§ **EXERCISE DESCRIPTION**:
How many lines of the entries below include the word "sans"? Answer with the number alone.
BEGIN EXERCISE DATA
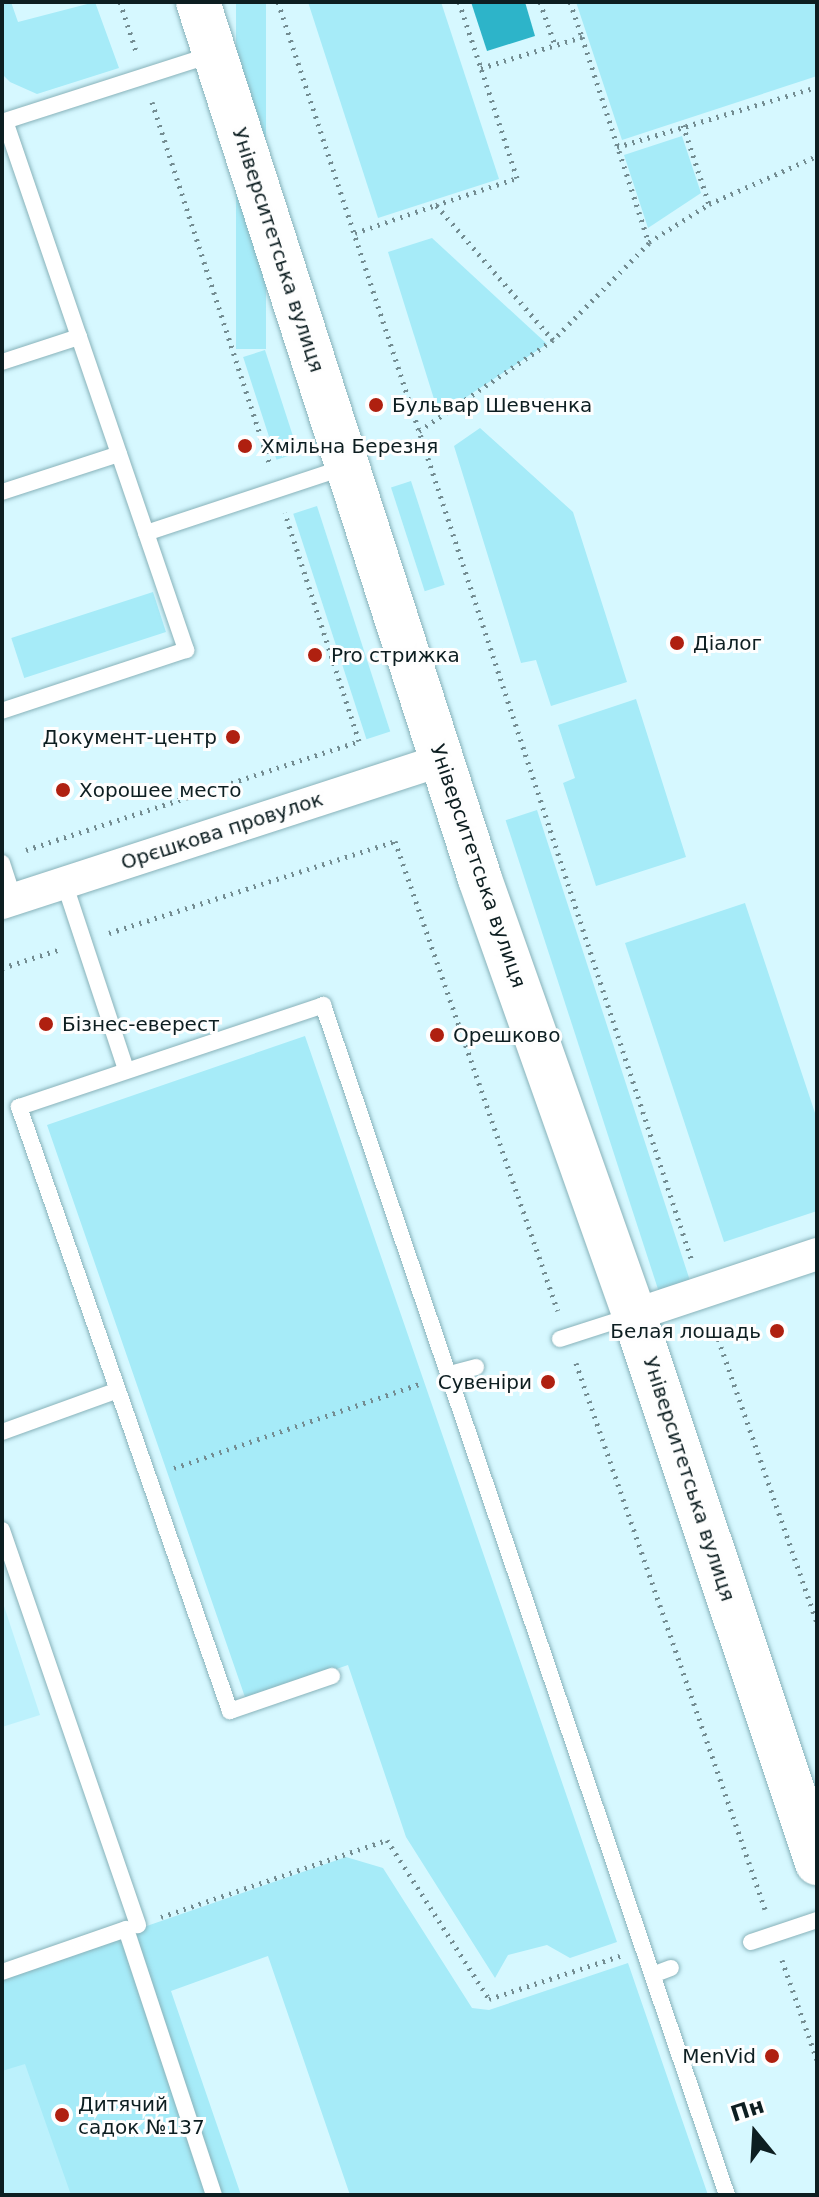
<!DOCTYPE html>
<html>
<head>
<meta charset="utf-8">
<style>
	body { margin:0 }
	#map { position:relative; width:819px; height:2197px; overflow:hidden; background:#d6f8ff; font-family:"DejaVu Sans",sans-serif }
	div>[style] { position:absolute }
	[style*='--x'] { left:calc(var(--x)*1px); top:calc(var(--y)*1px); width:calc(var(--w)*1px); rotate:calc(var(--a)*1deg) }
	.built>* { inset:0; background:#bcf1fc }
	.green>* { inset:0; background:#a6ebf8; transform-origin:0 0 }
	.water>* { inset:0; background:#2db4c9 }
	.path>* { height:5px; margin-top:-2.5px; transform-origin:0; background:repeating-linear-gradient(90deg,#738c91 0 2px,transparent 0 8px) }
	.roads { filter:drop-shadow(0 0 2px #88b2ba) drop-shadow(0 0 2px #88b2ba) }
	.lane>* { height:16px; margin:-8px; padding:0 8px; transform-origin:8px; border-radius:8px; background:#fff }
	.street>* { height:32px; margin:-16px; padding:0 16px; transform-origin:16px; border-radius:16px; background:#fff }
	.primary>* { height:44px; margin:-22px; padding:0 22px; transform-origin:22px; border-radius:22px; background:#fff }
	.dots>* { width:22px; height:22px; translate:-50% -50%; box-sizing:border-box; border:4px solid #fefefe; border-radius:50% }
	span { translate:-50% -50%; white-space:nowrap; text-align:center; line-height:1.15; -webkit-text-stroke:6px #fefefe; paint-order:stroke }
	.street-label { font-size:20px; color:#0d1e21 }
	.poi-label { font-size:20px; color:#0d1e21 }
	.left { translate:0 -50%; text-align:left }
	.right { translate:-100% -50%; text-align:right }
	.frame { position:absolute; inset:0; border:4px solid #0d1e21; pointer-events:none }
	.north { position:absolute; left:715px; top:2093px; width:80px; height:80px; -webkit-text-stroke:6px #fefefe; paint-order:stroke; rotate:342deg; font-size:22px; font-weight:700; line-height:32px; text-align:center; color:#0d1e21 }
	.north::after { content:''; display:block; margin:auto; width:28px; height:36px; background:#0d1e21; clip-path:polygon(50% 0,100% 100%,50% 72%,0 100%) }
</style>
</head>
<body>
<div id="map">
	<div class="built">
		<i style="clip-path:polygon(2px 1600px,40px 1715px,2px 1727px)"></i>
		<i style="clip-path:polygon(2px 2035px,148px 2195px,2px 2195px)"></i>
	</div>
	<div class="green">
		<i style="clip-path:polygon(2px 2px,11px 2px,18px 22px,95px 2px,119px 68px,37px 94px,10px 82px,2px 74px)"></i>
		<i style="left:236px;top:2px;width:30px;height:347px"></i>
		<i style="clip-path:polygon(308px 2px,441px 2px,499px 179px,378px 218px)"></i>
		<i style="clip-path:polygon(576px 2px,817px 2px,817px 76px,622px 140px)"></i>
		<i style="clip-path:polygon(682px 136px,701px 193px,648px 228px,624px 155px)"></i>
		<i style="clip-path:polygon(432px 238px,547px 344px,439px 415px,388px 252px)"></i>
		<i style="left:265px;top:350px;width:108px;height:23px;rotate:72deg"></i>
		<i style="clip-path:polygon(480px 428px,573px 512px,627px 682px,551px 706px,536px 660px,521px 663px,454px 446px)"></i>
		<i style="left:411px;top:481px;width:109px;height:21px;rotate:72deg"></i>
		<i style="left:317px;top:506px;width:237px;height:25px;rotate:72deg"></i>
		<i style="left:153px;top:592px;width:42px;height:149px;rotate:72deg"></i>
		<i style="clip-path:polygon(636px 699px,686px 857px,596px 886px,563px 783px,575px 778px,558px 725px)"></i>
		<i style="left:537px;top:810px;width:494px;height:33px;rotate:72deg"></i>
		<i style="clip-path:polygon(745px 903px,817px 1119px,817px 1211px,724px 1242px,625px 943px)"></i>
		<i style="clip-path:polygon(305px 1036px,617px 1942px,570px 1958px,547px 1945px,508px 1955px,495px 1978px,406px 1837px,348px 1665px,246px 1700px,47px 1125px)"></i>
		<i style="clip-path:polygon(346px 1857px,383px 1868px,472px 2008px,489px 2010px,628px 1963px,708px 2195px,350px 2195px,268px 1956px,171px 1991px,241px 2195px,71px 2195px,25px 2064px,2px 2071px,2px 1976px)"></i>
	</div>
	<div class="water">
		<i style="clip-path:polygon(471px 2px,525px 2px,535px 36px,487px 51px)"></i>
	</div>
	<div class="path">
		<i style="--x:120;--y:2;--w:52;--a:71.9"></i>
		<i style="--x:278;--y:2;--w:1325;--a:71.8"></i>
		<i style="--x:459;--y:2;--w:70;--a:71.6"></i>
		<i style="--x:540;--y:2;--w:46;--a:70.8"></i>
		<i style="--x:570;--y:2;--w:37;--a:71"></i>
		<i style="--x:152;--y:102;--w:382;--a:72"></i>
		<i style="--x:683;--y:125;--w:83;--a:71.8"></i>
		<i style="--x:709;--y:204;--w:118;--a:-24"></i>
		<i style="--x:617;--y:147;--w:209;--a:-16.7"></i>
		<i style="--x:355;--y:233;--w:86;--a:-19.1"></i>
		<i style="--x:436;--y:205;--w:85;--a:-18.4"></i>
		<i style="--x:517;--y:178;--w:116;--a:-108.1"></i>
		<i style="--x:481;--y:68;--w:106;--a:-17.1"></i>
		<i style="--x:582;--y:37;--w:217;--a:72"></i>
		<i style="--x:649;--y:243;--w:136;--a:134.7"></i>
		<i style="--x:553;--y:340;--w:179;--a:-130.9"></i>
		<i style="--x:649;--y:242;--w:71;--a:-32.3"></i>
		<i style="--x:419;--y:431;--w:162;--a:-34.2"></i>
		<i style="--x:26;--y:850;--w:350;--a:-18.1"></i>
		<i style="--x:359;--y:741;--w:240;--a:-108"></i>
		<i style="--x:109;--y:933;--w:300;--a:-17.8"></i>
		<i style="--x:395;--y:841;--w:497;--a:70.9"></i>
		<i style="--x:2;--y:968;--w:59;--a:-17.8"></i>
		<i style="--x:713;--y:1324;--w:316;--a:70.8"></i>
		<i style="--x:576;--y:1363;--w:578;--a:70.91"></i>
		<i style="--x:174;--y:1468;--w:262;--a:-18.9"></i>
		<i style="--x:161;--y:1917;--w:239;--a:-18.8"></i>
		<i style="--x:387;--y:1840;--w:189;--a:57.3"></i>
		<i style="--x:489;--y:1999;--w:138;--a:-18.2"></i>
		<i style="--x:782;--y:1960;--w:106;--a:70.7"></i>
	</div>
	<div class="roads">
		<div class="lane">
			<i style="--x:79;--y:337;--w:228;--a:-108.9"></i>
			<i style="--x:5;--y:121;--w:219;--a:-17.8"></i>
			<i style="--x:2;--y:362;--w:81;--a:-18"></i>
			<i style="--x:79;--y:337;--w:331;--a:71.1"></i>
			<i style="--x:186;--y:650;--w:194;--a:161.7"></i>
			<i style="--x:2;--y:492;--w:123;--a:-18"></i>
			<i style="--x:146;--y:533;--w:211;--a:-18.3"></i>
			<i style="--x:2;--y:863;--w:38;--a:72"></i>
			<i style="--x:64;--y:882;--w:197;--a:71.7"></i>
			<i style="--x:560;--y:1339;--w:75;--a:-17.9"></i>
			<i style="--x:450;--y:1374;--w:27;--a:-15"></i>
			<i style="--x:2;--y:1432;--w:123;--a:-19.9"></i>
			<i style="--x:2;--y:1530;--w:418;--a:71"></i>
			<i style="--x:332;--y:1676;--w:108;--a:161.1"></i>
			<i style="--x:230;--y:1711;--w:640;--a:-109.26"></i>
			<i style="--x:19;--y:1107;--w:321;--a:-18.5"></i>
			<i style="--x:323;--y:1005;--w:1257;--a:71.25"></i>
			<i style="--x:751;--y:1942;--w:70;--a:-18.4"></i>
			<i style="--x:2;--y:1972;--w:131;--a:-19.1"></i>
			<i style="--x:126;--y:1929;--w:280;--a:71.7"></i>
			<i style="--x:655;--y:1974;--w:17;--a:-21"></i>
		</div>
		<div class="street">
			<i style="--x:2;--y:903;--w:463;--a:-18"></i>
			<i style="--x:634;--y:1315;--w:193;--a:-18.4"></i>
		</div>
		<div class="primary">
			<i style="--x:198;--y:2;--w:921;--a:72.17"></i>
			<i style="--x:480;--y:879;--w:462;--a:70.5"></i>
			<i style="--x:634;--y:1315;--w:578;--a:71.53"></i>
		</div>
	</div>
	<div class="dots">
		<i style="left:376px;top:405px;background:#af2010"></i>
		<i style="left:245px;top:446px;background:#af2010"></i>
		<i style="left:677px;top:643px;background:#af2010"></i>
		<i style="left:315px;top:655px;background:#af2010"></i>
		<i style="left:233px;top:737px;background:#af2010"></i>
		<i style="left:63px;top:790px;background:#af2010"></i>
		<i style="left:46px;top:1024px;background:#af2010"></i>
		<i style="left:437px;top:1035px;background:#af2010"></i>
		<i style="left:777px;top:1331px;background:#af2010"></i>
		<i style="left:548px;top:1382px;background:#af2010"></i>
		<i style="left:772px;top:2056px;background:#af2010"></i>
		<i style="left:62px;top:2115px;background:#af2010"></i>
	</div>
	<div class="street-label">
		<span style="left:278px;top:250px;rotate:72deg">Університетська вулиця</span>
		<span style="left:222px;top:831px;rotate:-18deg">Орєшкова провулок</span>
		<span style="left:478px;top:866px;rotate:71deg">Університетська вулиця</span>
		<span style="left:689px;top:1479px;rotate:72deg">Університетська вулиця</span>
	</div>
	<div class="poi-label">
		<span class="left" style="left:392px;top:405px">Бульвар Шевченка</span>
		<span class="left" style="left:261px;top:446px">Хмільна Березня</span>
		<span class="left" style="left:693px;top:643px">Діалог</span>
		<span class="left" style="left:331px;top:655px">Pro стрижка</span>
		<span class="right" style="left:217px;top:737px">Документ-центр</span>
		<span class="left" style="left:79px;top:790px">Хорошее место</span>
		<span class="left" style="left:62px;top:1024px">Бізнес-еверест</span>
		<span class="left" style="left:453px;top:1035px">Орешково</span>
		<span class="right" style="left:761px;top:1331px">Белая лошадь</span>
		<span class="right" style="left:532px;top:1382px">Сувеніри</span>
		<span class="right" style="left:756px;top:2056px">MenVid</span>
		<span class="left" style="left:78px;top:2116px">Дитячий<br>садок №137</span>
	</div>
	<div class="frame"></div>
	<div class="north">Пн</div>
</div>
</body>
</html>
END EXERCISE DATA
BEGIN EXERCISE DATA
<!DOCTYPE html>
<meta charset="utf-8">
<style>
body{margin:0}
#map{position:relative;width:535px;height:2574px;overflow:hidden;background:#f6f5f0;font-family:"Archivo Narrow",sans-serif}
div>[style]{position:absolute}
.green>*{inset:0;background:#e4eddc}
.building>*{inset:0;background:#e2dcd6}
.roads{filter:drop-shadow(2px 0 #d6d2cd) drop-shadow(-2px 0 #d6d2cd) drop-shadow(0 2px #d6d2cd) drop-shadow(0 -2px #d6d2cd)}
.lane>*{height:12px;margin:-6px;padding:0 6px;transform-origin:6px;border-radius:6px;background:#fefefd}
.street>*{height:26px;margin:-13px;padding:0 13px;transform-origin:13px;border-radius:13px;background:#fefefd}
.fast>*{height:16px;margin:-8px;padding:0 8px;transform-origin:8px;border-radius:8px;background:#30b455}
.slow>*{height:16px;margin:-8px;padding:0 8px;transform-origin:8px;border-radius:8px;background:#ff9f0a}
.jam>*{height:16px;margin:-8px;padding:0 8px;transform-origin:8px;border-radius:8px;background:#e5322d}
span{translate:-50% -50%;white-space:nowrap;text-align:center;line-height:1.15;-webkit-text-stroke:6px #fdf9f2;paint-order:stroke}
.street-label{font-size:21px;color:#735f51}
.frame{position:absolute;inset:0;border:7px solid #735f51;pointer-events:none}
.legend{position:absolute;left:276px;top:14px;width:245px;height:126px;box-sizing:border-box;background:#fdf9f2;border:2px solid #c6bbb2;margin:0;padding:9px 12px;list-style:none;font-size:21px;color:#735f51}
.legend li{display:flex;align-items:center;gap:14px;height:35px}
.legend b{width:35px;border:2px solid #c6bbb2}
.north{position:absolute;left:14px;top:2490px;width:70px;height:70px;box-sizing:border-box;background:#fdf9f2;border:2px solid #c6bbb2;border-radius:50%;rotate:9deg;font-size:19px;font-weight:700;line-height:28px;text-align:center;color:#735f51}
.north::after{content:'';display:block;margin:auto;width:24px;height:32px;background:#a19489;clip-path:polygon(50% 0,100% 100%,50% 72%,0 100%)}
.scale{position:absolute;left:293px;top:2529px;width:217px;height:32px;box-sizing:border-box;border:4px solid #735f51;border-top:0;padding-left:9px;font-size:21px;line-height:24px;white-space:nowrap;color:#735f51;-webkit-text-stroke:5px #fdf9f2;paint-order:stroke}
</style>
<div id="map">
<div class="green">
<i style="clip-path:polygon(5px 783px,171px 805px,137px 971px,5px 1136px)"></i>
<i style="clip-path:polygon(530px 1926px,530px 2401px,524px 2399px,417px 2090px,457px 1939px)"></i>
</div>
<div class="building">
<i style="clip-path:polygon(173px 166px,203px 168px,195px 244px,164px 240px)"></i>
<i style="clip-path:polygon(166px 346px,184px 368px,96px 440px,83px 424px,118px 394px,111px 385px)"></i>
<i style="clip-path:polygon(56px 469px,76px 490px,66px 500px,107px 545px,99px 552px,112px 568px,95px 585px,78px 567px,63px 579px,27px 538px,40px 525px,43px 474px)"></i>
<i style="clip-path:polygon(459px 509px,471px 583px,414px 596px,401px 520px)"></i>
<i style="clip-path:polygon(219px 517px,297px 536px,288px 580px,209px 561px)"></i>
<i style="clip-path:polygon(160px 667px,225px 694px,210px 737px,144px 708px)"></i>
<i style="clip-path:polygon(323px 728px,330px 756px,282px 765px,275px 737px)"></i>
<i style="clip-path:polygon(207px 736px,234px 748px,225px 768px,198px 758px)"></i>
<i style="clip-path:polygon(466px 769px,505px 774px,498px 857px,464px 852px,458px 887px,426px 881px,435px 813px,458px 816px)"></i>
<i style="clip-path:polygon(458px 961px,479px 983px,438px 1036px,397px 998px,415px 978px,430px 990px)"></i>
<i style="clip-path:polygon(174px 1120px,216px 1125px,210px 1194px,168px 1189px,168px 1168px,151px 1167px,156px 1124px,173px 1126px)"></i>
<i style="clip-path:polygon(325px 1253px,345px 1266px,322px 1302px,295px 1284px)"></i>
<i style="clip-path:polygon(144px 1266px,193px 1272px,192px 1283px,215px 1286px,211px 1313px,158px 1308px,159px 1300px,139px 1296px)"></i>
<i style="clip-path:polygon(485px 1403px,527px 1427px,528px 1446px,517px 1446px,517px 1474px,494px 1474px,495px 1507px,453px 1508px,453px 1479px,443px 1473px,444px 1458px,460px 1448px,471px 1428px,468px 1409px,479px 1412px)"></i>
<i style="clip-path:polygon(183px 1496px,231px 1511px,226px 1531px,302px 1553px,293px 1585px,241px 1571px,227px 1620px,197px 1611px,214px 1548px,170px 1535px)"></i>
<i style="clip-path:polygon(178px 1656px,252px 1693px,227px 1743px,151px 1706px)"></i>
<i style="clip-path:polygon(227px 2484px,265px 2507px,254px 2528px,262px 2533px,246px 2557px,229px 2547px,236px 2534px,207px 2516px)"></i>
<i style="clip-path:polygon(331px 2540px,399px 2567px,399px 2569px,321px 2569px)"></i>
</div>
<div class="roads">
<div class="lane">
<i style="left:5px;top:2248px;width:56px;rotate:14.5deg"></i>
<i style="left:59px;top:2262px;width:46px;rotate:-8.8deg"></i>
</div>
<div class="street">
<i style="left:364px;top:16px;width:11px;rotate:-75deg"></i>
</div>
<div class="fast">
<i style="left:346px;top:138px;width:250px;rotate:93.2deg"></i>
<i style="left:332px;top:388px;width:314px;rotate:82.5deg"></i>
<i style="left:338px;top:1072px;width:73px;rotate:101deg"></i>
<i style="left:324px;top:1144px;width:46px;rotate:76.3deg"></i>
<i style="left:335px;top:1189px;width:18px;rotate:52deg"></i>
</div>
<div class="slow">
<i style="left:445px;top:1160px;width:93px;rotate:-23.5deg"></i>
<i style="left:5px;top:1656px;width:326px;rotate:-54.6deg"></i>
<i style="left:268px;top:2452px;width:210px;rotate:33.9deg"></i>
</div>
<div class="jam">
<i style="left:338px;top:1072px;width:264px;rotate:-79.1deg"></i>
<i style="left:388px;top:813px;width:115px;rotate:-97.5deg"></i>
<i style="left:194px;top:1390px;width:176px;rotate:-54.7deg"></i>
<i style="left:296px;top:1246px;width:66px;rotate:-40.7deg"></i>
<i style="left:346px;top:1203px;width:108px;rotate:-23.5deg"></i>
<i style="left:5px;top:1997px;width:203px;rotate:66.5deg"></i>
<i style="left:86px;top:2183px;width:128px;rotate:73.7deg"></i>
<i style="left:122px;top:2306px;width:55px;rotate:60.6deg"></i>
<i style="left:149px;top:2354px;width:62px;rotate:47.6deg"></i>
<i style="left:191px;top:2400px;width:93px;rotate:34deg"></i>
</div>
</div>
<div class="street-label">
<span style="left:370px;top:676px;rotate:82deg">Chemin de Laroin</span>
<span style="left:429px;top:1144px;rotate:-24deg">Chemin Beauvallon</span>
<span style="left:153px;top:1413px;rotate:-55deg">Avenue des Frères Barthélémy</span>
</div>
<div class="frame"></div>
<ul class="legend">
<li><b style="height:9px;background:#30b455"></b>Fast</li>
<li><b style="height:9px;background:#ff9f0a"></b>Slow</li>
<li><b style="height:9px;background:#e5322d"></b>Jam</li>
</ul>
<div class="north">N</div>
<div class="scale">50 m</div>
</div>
END EXERCISE DATA
§ **EXPECTED ANSWER**:
2